-------- Entries provided

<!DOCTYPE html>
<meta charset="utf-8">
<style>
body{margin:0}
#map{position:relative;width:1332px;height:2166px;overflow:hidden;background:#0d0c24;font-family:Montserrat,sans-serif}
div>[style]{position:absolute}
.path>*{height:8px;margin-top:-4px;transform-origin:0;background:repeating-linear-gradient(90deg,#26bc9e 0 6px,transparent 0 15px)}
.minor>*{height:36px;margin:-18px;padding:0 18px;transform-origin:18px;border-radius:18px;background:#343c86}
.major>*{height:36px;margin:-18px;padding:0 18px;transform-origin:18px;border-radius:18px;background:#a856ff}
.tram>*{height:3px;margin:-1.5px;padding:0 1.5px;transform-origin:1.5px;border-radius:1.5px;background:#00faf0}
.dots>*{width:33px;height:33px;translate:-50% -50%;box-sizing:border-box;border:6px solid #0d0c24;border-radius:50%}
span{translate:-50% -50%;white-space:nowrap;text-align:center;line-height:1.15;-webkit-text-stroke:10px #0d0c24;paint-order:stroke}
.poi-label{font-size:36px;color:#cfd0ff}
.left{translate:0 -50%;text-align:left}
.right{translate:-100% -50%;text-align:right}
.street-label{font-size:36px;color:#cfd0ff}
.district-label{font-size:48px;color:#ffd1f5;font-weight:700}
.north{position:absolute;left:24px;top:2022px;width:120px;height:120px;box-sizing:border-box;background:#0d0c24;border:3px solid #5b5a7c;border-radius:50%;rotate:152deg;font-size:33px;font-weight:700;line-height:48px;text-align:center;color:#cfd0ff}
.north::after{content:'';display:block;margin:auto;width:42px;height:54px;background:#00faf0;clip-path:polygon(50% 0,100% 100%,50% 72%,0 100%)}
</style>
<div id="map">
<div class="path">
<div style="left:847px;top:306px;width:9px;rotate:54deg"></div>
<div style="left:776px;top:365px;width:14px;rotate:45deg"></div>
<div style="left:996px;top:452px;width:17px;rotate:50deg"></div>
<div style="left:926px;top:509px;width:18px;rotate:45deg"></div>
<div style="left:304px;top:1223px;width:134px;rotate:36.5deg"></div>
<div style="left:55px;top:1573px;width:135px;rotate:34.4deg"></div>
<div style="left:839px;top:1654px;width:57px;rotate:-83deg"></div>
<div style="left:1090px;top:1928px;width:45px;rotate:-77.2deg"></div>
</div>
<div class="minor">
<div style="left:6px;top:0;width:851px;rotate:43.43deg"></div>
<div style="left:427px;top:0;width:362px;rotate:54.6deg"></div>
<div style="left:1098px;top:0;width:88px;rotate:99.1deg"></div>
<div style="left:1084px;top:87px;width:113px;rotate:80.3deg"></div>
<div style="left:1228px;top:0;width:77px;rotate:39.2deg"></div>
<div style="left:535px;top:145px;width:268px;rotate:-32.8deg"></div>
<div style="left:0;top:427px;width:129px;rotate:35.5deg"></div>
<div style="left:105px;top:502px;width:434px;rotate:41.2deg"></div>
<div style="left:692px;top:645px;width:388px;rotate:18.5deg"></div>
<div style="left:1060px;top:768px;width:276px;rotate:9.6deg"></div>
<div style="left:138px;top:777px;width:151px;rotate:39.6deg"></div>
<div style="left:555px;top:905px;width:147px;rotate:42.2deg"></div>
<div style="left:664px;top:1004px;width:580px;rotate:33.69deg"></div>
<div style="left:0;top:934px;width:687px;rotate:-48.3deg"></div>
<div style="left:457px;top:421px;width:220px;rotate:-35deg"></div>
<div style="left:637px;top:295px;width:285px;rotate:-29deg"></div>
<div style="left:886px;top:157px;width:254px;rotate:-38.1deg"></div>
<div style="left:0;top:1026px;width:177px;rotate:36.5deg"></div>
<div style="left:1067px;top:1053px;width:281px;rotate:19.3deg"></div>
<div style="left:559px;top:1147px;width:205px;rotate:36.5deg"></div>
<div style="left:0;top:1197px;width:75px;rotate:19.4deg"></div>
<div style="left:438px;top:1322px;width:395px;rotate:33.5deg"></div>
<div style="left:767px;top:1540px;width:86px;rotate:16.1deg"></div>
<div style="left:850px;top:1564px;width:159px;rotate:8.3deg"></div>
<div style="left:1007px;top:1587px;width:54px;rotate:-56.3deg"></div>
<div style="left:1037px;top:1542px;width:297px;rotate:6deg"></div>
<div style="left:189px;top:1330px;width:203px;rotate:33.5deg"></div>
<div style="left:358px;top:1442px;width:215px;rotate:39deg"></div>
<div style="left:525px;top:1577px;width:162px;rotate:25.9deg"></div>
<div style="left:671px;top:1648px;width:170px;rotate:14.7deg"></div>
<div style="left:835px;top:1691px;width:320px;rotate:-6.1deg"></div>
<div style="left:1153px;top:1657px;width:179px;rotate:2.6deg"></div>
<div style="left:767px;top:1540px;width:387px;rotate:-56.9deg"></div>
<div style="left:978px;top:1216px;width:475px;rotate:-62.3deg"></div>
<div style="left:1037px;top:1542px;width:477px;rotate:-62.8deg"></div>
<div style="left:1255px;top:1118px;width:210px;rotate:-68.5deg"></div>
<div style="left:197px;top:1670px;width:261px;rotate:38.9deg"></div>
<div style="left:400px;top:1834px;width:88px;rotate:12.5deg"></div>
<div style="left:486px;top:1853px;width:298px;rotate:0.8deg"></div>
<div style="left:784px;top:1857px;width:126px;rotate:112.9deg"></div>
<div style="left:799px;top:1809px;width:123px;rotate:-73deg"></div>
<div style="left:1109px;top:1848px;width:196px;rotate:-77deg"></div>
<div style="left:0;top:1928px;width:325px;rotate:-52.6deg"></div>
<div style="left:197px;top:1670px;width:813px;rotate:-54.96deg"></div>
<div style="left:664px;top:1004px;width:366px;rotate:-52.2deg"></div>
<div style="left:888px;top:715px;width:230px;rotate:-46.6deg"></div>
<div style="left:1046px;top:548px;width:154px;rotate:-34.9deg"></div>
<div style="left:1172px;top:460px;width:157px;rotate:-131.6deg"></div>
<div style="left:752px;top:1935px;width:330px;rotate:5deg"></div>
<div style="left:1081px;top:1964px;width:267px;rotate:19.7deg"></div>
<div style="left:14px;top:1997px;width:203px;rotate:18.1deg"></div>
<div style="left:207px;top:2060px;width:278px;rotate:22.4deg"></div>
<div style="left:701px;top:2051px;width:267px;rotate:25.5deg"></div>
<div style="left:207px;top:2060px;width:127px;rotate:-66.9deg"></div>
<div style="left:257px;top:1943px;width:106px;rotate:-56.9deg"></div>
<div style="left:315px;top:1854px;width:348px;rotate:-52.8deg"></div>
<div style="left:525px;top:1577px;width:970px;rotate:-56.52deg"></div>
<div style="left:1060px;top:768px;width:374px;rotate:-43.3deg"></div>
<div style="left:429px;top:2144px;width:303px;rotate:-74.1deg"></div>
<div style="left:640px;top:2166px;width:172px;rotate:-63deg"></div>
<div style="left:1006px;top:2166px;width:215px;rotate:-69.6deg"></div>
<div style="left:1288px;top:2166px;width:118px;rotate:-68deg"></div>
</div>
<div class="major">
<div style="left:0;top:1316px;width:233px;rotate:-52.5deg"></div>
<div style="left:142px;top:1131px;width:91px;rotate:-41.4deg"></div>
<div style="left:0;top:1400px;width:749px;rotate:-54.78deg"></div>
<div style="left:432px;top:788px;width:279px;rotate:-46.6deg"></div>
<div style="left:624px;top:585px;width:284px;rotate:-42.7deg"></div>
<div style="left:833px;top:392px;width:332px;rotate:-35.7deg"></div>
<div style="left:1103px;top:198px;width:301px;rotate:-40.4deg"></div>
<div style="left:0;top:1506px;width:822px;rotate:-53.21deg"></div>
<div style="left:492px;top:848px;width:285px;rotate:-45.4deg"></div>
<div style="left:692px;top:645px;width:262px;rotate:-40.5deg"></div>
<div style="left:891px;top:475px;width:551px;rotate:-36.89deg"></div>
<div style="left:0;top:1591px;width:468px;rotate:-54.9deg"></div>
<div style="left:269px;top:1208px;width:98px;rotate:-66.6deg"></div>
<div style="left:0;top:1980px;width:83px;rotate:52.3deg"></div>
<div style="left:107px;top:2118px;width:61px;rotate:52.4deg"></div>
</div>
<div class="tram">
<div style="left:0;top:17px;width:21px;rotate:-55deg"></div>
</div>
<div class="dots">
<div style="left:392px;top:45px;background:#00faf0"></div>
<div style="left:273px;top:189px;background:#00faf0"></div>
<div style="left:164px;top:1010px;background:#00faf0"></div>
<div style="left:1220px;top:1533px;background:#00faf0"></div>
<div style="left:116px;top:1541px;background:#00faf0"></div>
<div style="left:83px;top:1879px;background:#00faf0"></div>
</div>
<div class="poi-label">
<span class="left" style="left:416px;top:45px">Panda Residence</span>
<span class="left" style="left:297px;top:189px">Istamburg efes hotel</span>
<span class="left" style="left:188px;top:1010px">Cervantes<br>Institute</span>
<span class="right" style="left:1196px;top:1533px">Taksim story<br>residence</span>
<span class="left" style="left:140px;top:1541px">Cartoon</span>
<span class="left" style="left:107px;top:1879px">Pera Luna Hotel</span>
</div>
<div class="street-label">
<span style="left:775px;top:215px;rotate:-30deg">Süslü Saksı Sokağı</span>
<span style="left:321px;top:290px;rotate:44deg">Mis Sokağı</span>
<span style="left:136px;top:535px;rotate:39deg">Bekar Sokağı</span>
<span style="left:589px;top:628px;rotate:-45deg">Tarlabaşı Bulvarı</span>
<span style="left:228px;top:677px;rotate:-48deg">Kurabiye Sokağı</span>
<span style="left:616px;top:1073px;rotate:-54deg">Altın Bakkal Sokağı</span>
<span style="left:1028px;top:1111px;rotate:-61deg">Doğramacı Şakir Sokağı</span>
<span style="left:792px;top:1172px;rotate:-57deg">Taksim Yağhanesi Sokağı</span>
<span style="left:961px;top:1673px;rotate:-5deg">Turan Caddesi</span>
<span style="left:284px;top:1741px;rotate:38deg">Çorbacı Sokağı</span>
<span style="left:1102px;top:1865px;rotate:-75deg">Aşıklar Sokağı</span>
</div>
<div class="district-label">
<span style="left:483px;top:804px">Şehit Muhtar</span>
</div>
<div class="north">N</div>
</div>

----------------

Instructions for the task:
Find every line in the records above that contains the word "district", and copy each one.

Solution for this task:
.district-label{font-size:48px;color:#ffd1f5;font-weight:700}
<div class="district-label">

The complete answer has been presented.